**REQUIRED ACTION:**
Extract all lines from the data beneath that include the word "fillStyle".

(Dataset entries)
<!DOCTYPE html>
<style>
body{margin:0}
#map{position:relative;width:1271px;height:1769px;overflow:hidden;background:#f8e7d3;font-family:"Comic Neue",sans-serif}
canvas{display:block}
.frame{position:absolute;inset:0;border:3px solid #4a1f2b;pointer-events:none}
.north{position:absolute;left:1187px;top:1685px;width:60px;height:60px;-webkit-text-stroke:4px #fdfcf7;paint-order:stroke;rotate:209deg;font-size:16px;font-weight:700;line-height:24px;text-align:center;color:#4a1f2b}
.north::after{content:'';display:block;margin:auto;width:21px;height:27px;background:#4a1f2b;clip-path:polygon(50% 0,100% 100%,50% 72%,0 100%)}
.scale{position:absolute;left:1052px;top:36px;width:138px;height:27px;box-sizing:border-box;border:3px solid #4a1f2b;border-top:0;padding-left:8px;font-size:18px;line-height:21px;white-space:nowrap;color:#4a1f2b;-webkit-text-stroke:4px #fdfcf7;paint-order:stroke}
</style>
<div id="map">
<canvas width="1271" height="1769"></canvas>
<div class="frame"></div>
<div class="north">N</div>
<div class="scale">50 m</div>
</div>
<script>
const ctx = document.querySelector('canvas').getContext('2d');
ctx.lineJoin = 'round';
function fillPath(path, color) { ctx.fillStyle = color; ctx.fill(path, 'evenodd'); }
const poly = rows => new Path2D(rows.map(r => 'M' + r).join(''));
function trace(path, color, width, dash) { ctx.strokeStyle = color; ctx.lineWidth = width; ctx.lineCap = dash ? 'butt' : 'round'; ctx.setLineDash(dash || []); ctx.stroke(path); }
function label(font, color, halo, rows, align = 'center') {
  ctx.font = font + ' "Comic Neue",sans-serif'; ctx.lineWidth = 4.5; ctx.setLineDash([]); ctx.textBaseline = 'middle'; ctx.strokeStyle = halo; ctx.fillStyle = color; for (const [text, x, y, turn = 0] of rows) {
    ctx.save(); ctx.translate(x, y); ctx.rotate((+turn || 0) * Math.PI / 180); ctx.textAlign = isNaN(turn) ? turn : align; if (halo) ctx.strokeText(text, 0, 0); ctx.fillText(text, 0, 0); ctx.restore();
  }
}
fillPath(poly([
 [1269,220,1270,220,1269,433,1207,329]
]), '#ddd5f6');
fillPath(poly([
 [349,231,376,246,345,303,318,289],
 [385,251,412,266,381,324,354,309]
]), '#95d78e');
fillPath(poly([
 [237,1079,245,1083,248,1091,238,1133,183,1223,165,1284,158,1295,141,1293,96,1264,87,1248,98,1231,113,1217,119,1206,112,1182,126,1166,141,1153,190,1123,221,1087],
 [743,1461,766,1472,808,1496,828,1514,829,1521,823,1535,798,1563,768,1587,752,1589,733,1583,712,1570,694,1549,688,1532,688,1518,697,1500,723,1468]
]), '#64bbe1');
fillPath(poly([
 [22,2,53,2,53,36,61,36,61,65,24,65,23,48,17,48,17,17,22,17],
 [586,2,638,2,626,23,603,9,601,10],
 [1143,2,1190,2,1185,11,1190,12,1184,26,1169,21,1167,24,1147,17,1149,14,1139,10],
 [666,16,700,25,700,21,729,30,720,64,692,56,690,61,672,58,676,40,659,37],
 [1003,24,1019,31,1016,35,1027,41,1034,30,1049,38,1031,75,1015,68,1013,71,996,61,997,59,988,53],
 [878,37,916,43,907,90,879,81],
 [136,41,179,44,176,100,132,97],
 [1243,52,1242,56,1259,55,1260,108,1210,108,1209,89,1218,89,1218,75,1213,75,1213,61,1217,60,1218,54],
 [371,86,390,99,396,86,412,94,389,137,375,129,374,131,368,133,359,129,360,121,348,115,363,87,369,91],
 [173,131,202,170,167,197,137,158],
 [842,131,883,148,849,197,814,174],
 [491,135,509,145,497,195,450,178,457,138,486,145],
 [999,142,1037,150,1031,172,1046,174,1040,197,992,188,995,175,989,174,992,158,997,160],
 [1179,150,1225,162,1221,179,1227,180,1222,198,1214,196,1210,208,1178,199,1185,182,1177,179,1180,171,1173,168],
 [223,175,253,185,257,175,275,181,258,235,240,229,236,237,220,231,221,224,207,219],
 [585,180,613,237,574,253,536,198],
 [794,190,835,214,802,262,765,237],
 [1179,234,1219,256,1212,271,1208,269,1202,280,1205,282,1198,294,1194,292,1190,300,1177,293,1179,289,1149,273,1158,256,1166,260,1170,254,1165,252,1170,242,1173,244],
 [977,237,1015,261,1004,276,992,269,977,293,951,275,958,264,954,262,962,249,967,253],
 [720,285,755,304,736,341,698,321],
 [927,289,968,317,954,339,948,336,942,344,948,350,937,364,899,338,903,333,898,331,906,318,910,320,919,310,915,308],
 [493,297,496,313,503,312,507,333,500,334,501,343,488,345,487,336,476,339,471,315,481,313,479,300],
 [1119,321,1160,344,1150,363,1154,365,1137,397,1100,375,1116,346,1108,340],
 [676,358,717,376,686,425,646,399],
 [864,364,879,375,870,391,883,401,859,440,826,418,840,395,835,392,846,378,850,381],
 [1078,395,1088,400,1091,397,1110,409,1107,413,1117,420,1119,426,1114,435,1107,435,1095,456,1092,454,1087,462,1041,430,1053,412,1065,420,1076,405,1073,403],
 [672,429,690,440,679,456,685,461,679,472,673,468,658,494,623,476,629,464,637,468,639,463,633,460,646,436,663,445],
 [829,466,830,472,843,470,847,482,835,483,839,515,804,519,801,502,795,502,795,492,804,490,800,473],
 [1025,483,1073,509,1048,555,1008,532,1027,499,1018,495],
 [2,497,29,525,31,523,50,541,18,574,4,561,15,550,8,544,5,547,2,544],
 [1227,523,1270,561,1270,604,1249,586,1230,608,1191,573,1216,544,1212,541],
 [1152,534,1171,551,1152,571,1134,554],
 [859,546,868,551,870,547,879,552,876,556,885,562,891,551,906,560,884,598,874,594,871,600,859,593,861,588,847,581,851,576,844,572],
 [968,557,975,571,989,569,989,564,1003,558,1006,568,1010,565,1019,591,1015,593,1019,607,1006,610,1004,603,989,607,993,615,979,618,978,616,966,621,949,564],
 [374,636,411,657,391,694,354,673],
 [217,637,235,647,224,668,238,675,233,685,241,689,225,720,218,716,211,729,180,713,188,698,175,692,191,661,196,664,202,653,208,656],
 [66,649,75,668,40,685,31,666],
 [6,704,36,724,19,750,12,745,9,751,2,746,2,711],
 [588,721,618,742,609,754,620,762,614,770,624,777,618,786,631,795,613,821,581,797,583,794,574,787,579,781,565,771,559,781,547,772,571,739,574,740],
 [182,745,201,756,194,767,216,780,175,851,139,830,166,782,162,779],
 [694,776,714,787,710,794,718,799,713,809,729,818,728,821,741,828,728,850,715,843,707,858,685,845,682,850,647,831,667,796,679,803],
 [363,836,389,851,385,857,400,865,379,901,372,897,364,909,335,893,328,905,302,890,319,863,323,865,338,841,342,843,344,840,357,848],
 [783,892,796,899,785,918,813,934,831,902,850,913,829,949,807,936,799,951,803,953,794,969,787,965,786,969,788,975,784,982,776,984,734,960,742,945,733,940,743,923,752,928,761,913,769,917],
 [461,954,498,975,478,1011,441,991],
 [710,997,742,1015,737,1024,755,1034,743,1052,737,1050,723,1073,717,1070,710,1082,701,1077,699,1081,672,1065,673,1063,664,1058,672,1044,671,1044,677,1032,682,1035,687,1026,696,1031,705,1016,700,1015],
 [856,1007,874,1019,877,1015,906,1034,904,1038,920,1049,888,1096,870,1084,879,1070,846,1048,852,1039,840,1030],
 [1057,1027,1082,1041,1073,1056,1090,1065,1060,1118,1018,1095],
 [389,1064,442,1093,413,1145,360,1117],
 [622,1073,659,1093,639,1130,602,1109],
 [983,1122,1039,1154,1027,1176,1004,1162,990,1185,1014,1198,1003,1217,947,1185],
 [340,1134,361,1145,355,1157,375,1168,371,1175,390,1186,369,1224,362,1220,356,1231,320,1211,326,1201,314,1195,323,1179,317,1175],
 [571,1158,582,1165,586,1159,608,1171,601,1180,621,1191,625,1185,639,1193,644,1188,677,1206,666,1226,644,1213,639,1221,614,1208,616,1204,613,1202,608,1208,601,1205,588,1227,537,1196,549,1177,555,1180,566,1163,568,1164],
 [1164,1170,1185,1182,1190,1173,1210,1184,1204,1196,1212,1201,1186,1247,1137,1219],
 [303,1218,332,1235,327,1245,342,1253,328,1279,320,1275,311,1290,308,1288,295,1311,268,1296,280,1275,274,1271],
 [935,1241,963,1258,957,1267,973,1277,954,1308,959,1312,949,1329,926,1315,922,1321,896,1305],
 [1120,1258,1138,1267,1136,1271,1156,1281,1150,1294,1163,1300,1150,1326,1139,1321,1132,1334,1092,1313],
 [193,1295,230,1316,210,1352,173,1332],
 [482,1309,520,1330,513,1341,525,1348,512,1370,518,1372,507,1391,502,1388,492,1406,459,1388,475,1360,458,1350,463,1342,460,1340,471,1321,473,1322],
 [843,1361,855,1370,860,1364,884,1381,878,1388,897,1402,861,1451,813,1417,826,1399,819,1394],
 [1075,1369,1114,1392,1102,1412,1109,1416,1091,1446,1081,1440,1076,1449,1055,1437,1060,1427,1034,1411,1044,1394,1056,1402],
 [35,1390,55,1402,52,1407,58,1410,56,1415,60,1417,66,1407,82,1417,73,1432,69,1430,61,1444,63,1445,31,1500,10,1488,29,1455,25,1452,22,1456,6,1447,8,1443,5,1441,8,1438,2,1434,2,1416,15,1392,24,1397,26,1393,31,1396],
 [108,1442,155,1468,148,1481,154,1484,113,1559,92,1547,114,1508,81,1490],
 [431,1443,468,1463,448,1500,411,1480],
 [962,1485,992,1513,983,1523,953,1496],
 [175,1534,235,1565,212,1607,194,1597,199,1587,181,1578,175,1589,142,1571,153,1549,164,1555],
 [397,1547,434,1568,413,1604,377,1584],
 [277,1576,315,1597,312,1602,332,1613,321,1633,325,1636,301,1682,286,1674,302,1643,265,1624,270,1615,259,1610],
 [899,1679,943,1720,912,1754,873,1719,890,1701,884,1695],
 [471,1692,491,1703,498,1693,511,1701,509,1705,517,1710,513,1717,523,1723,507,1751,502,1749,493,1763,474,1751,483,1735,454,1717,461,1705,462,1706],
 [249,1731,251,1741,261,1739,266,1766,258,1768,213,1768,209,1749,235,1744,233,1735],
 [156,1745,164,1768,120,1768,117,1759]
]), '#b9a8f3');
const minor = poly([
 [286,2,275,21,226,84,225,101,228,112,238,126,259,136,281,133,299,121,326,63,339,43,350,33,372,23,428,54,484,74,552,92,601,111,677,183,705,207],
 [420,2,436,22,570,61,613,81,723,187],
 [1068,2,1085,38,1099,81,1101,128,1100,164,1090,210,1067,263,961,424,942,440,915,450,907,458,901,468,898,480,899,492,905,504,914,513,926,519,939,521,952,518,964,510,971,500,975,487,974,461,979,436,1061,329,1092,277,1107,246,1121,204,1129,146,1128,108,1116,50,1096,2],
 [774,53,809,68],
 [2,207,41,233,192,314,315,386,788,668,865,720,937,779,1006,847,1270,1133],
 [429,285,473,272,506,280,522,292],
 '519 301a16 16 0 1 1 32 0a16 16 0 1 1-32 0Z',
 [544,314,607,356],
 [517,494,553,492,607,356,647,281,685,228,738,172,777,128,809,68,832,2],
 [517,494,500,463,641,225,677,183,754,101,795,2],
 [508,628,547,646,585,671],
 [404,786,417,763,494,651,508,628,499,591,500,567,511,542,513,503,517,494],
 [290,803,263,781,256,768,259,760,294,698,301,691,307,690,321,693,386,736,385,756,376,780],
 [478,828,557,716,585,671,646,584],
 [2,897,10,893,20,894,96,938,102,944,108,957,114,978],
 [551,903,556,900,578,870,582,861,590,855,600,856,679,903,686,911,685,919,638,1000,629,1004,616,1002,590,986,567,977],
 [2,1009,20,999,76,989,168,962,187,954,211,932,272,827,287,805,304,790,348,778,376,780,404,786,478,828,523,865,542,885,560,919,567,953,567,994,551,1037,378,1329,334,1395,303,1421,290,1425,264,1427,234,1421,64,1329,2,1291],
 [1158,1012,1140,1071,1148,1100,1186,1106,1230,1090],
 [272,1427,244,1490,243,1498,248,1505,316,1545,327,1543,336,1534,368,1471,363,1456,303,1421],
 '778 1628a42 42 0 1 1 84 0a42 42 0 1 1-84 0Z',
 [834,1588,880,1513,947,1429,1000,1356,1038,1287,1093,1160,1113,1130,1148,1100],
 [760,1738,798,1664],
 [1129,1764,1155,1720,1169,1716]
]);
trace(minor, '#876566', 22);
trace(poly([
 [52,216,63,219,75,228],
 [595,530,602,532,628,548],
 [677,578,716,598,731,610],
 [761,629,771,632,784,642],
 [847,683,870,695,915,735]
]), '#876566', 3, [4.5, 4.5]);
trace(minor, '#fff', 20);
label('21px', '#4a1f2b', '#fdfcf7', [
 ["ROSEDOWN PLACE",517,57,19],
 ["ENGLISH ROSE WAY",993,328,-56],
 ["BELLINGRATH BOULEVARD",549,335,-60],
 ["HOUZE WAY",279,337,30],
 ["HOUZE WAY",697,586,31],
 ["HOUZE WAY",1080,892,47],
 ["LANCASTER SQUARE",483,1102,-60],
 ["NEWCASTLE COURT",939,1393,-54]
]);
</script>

**SOLUTION BELOW:**
function fillPath(path, color) { ctx.fillStyle = color; ctx.fill(path, 'evenodd'); }
  ctx.font = font + ' "Comic Neue",sans-serif'; ctx.lineWidth = 4.5; ctx.setLineDash([]); ctx.textBaseline = 'middle'; ctx.strokeStyle = halo; ctx.fillStyle = color; for (const [text, x, y, turn = 0] of rows) {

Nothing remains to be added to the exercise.